Rechtspraak
Werknemer is tijdens de uitoefening van zijn werkzaamheden, waarbij hij gebruik maakte van een slijptol, een ongeval overkomen. Daardoor heeft hij letsel aan zijn linkerhand opgelopen, te weten een beschadiging aan de pezen van zijn middelvinger. Hij heeft de werkgever aansprakelijk gesteld en vordert vergoeding van materiële schade ad € 45.000,00 en immateriële schade ad € 20.000,00. De werknemer heeft onder meer aangevoerd dat, indien het ongeval hem niet was overkomen, hij rond zijn 35ste jaar een goed betaalde baan als professioneel trainer op het gebied van motorcrossen had kunnen verwerven.
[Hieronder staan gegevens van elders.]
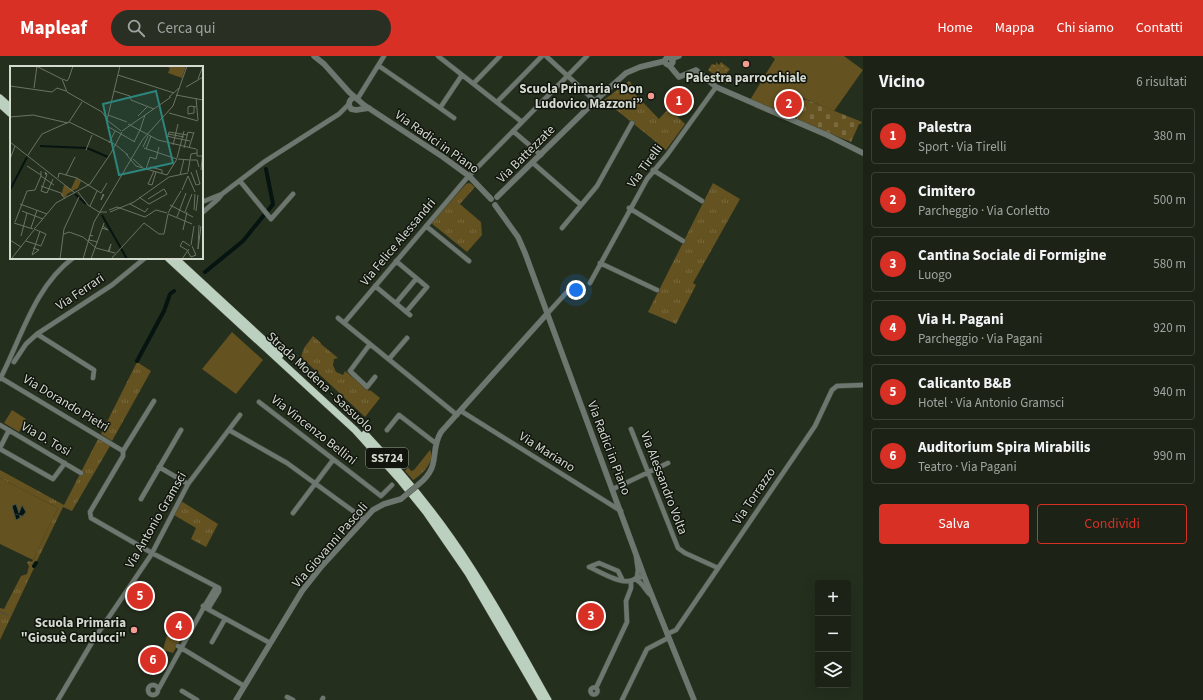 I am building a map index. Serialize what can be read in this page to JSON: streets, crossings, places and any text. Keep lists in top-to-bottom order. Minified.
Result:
{"streets":{"highway":["Strada Modena - Sassuolo","SS724"],"street":["Via Radici in Piano","Via Battezzate","Via Tirelli","Via Felice Alessandri","Via Ferrari","Via Dorando Pietri","Via Vincenzo Bellini","Via D. Tosi","Via Mariano","Via Alessandro Volta","Via Torrazzo","Via Antonio Gramsci","Via Giovanni Pascoli"]},"crossings":[["Via Radici in Piano","Via Battezzate"],["Via Radici in Piano","Via Felice Alessandri"],["Via Radici in Piano","Via Mariano"],["Via Radici in Piano","Via Torrazzo"],["Via Radici in Piano","Via Giovanni Pascoli"],["Via Felice Alessandri","Via Mariano"],["Via Ferrari","Via Dorando Pietri"],["Via Mariano","Via Giovanni Pascoli"],["Via Alessandro Volta","Via Torrazzo"]],"places":["Palestra parrocchiale","Scuola Primaria “Don Ludovico Mazzoni”","Scuola Primaria \"Giosuè Carducci\""],"page":{"header":"Mapleaf","search":"Cerca qui","nav":["Home","Mappa","Chi siamo","Contatti"],"heading":["Vicino","6 risultati"],"pins":["1","2","5","3","4","6"],"list":[{"mark":"1","name":"Palestra","note":"Sport · Via Tirelli","value":"380 m"},{"mark":"2","name":"Cimitero","note":"Parcheggio · Via Corletto","value":"500 m"},{"mark":"3","name":"Cantina Sociale di Formigine","note":"Luogo","value":"580 m"},{"mark":"4","name":"Via H. Pagani","note":"Parcheggio · Via Pagani","value":"920 m"},{"mark":"5","name":"Calicanto B&B","note":"Hotel · Via Antonio Gramsci","value":"940 m"},{"mark":"6","name":"Auditorium Spira Mirabilis","note":"Teatro · Via Pagani","value":"990 m"}],"buttons":["Salva","Condividi"],"map_buttons":["+","−"]}} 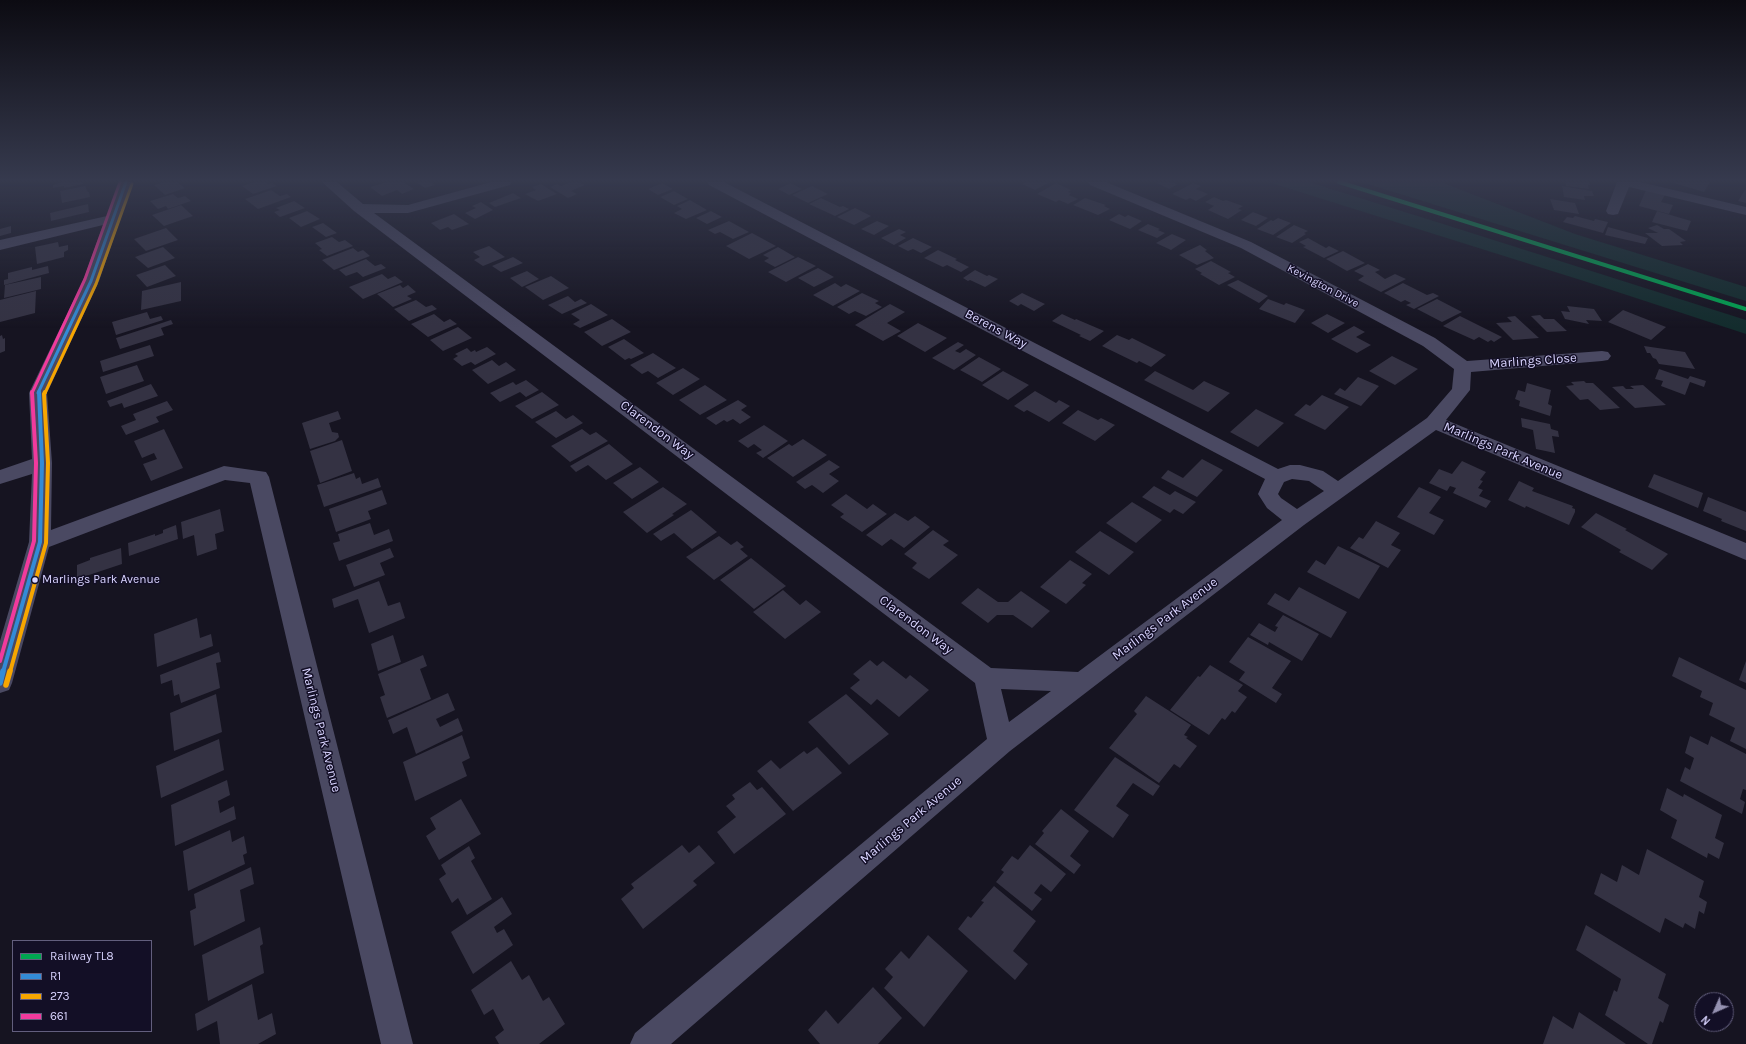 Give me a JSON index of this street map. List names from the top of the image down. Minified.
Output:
{"streets":{"street":["Kevington Drive","Berens Way","Marlings Close","Clarendon Way","Marlings Park Avenue"]},"crossings":[["Kevington Drive","Marlings Close"]],"places":["Marlings Park Avenue"],"lines":["rail line TL8","transit line R1","transit line 273","transit line 661"],"legend":["Railway TL8","R1","273","661"],"north":"bottom left"}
De werkgever heeft zich allereerst beroepen op de finale kwijtingclausule uit de beëindigsovereenkomst. Het hof oordeelt echter dat de finale kwijting alleen ten aanzien van loonaanspraken is opgenomen. De vorderingen op grond van het bedrijfsongeval vallen daar in casu in ieder geval niet onder.
De werkgever heeft voorts de door de werknemer gestelde gevolgen van het ongeval gemotiveerd betwist. Het hof oordeelt dat de werknemer vorenbedoelde gevolgen onvoldoende heeft onderbouwd. De vergoeding van materiële schade wordt afgewezen. Ter zake van immateriële schade wordt € 2.000,00 toegekend, mede gelet op hetgeen Nederlandse rechters in vergelijkbare gevallen aan smartengeld hebben toegewezen.